INSTRUCTIONS FOR THE TASK: From the data below, please reproduce exactly everything from the line that contains "2 1 2 8 2 1" down to the line that contains "M1149,823L1167,847L1314,1051H1289L1278,1036L1132,835Z", with both ends included.

··· DATASET EXTRACT ···

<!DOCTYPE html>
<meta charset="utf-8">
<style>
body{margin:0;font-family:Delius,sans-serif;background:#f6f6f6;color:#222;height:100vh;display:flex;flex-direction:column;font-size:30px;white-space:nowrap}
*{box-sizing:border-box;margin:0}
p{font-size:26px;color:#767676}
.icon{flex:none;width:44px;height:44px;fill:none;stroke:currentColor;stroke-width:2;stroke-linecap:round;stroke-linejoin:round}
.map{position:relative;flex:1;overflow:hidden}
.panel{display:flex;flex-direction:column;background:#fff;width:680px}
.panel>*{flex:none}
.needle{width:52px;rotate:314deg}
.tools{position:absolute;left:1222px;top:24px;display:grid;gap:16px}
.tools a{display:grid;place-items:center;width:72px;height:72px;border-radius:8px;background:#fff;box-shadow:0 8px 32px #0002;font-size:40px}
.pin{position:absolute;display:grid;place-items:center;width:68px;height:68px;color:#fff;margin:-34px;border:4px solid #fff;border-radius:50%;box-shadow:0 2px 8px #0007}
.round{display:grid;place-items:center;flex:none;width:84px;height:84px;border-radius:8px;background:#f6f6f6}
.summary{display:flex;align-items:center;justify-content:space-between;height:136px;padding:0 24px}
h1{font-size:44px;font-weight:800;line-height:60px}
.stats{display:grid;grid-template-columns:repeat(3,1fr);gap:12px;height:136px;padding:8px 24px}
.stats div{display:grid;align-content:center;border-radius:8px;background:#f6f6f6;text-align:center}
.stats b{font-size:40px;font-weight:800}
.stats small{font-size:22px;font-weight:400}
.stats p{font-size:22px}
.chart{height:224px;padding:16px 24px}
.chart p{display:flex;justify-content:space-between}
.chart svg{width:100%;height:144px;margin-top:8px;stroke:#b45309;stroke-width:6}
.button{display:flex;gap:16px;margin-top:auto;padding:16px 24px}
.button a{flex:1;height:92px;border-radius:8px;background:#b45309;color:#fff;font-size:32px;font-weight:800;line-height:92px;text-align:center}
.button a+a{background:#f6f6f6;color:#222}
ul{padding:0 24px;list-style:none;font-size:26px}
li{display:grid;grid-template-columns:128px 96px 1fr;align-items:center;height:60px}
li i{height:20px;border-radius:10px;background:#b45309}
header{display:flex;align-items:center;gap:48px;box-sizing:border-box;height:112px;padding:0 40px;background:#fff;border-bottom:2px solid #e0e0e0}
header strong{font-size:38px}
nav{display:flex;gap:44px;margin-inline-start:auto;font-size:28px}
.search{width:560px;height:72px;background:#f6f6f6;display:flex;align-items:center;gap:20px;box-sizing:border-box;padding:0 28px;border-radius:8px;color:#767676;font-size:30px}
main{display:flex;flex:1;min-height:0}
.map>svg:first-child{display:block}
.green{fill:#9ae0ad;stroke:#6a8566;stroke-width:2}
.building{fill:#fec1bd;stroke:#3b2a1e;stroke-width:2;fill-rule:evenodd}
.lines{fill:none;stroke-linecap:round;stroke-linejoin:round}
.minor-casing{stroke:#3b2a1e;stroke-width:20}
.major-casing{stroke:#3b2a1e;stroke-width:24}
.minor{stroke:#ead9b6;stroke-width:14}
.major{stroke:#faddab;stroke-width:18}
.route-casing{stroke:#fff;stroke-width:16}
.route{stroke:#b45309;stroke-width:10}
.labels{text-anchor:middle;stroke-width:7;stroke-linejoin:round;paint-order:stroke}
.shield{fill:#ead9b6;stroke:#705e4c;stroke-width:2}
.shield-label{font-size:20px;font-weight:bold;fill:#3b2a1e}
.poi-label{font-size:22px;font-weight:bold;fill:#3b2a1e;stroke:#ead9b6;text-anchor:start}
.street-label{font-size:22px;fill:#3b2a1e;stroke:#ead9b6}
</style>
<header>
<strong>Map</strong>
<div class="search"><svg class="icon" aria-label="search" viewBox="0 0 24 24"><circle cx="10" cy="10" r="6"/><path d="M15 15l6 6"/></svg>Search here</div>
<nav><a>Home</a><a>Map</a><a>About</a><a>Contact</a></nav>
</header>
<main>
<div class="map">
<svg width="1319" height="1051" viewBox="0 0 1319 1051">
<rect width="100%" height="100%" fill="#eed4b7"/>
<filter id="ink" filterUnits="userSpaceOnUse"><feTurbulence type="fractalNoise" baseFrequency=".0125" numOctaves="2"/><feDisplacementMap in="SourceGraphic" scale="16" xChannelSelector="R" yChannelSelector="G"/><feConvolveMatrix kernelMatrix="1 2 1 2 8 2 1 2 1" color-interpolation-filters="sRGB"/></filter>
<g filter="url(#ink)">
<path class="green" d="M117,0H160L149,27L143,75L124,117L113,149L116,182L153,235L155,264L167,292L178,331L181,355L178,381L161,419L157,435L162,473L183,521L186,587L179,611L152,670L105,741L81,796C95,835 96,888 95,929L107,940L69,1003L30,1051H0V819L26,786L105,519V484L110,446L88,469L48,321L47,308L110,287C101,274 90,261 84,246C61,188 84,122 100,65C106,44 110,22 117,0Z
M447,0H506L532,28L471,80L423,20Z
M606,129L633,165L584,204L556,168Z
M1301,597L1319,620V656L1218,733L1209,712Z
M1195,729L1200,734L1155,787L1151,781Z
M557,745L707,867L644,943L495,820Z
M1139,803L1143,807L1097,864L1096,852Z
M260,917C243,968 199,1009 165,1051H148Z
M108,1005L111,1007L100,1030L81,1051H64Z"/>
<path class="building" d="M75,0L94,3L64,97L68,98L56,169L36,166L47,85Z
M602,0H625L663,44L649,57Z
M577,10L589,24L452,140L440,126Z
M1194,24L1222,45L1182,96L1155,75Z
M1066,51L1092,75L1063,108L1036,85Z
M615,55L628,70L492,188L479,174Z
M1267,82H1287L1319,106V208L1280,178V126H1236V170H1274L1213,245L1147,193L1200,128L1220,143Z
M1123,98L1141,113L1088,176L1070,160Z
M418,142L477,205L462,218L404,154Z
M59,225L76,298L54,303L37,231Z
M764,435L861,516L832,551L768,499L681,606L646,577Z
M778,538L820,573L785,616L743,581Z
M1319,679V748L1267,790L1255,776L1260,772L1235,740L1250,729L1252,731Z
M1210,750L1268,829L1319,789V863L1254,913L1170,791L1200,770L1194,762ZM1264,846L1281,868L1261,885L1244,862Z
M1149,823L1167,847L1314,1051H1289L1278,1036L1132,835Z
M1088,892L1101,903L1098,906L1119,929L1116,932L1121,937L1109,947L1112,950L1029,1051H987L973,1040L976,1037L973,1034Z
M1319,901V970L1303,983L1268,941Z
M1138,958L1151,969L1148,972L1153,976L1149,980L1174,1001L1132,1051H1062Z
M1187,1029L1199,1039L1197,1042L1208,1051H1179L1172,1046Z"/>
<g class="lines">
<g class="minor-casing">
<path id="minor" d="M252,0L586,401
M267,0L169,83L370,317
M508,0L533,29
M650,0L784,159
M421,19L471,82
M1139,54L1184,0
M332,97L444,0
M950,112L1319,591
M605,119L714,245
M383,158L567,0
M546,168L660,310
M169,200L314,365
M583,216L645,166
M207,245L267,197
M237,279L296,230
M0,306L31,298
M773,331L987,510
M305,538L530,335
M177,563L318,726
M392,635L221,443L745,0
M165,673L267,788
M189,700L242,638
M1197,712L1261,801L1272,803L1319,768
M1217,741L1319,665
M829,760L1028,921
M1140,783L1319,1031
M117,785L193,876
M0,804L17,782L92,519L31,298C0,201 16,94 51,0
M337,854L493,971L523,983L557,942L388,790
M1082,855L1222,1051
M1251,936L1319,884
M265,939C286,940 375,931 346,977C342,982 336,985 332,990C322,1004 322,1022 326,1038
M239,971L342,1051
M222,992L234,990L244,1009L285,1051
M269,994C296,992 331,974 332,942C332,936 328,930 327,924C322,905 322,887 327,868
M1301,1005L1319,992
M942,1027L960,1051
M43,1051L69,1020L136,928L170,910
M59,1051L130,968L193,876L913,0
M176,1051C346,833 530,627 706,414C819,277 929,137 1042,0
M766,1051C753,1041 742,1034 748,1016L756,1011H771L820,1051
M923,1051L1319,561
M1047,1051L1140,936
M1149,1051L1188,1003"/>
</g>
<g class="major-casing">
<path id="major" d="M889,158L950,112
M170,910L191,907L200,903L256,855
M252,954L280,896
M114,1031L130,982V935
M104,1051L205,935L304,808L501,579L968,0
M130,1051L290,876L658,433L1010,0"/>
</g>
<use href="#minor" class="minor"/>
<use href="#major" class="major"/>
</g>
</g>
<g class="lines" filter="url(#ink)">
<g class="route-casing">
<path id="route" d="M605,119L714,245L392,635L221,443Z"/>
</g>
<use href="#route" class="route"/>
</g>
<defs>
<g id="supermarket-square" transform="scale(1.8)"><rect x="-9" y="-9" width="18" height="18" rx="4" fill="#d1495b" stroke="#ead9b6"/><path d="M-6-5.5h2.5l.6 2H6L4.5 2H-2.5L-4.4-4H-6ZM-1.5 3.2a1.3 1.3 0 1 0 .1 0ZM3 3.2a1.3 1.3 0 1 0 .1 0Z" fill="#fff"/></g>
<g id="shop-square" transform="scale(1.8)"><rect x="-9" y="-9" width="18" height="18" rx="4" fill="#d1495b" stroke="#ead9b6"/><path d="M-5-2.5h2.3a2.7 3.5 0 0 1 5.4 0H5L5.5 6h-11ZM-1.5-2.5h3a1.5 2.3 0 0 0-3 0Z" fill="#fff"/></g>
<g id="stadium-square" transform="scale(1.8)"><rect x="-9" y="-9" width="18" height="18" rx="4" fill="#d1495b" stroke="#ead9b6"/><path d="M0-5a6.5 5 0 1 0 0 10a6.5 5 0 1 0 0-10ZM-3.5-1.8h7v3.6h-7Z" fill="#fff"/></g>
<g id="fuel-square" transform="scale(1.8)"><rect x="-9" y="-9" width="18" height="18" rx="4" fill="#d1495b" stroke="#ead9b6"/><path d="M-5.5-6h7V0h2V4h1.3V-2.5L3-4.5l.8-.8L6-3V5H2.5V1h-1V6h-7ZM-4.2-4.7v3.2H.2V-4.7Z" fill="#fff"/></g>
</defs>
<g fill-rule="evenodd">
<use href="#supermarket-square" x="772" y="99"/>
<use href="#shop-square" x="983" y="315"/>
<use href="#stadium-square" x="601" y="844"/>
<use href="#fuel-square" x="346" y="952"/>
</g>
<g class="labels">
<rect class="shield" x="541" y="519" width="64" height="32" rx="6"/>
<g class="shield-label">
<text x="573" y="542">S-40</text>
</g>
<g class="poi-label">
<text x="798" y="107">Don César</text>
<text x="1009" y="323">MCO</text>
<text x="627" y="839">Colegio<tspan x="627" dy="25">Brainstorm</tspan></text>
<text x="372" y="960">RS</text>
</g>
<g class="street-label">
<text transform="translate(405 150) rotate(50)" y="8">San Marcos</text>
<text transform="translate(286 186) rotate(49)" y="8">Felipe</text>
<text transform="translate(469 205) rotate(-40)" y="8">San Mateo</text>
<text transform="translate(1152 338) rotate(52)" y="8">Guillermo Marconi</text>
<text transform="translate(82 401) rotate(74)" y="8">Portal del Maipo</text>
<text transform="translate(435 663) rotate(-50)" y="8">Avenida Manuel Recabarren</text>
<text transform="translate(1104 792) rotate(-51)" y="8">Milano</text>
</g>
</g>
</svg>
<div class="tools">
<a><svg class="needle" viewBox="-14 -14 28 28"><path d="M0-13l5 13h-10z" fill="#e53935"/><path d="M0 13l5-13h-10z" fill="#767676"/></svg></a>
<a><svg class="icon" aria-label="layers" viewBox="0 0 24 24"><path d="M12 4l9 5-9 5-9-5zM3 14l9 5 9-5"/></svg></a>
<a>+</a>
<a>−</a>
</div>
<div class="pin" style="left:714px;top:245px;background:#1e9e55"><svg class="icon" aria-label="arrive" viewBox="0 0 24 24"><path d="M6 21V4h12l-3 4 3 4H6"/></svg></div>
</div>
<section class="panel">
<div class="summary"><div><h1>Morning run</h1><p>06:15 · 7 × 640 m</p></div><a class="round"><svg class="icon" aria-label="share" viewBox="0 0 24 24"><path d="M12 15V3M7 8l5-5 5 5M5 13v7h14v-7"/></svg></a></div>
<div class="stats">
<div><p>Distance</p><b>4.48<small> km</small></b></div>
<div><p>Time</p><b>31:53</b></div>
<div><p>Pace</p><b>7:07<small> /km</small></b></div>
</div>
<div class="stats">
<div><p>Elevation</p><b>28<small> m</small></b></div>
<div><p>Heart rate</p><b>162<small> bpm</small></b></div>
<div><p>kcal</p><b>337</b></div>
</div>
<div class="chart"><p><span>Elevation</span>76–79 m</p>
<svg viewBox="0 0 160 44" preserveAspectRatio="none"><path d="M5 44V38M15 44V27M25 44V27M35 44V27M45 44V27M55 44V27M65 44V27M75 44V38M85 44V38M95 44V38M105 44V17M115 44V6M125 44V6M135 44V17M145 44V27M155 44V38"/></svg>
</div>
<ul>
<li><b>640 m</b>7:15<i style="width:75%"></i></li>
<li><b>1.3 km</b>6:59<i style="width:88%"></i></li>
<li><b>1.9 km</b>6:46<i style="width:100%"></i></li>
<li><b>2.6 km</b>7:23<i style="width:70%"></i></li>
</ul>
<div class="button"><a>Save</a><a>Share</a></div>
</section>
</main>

···

EXERCISE ANSWER:
<filter id="ink" filterUnits="userSpaceOnUse"><feTurbulence type="fractalNoise" baseFrequency=".0125" numOctaves="2"/><feDisplacementMap in="SourceGraphic" scale="16" xChannelSelector="R" yChannelSelector="G"/><feConvolveMatrix kernelMatrix="1 2 1 2 8 2 1 2 1" color-interpolation-filters="sRGB"/></filter>
<g filter="url(#ink)">
<path class="green" d="M117,0H160L149,27L143,75L124,117L113,149L116,182L153,235L155,264L167,292L178,331L181,355L178,381L161,419L157,435L162,473L183,521L186,587L179,611L152,670L105,741L81,796C95,835 96,888 95,929L107,940L69,1003L30,1051H0V819L26,786L105,519V484L110,446L88,469L48,321L47,308L110,287C101,274 90,261 84,246C61,188 84,122 100,65C106,44 110,22 117,0Z
M447,0H506L532,28L471,80L423,20Z
M606,129L633,165L584,204L556,168Z
M1301,597L1319,620V656L1218,733L1209,712Z
M1195,729L1200,734L1155,787L1151,781Z
M557,745L707,867L644,943L495,820Z
M1139,803L1143,807L1097,864L1096,852Z
M260,917C243,968 199,1009 165,1051H148Z
M108,1005L111,1007L100,1030L81,1051H64Z"/>
<path class="building" d="M75,0L94,3L64,97L68,98L56,169L36,166L47,85Z
M602,0H625L663,44L649,57Z
M577,10L589,24L452,140L440,126Z
M1194,24L1222,45L1182,96L1155,75Z
M1066,51L1092,75L1063,108L1036,85Z
M615,55L628,70L492,188L479,174Z
M1267,82H1287L1319,106V208L1280,178V126H1236V170H1274L1213,245L1147,193L1200,128L1220,143Z
M1123,98L1141,113L1088,176L1070,160Z
M418,142L477,205L462,218L404,154Z
M59,225L76,298L54,303L37,231Z
M764,435L861,516L832,551L768,499L681,606L646,577Z
M778,538L820,573L785,616L743,581Z
M1319,679V748L1267,790L1255,776L1260,772L1235,740L1250,729L1252,731Z
M1210,750L1268,829L1319,789V863L1254,913L1170,791L1200,770L1194,762ZM1264,846L1281,868L1261,885L1244,862Z
M1149,823L1167,847L1314,1051H1289L1278,1036L1132,835Z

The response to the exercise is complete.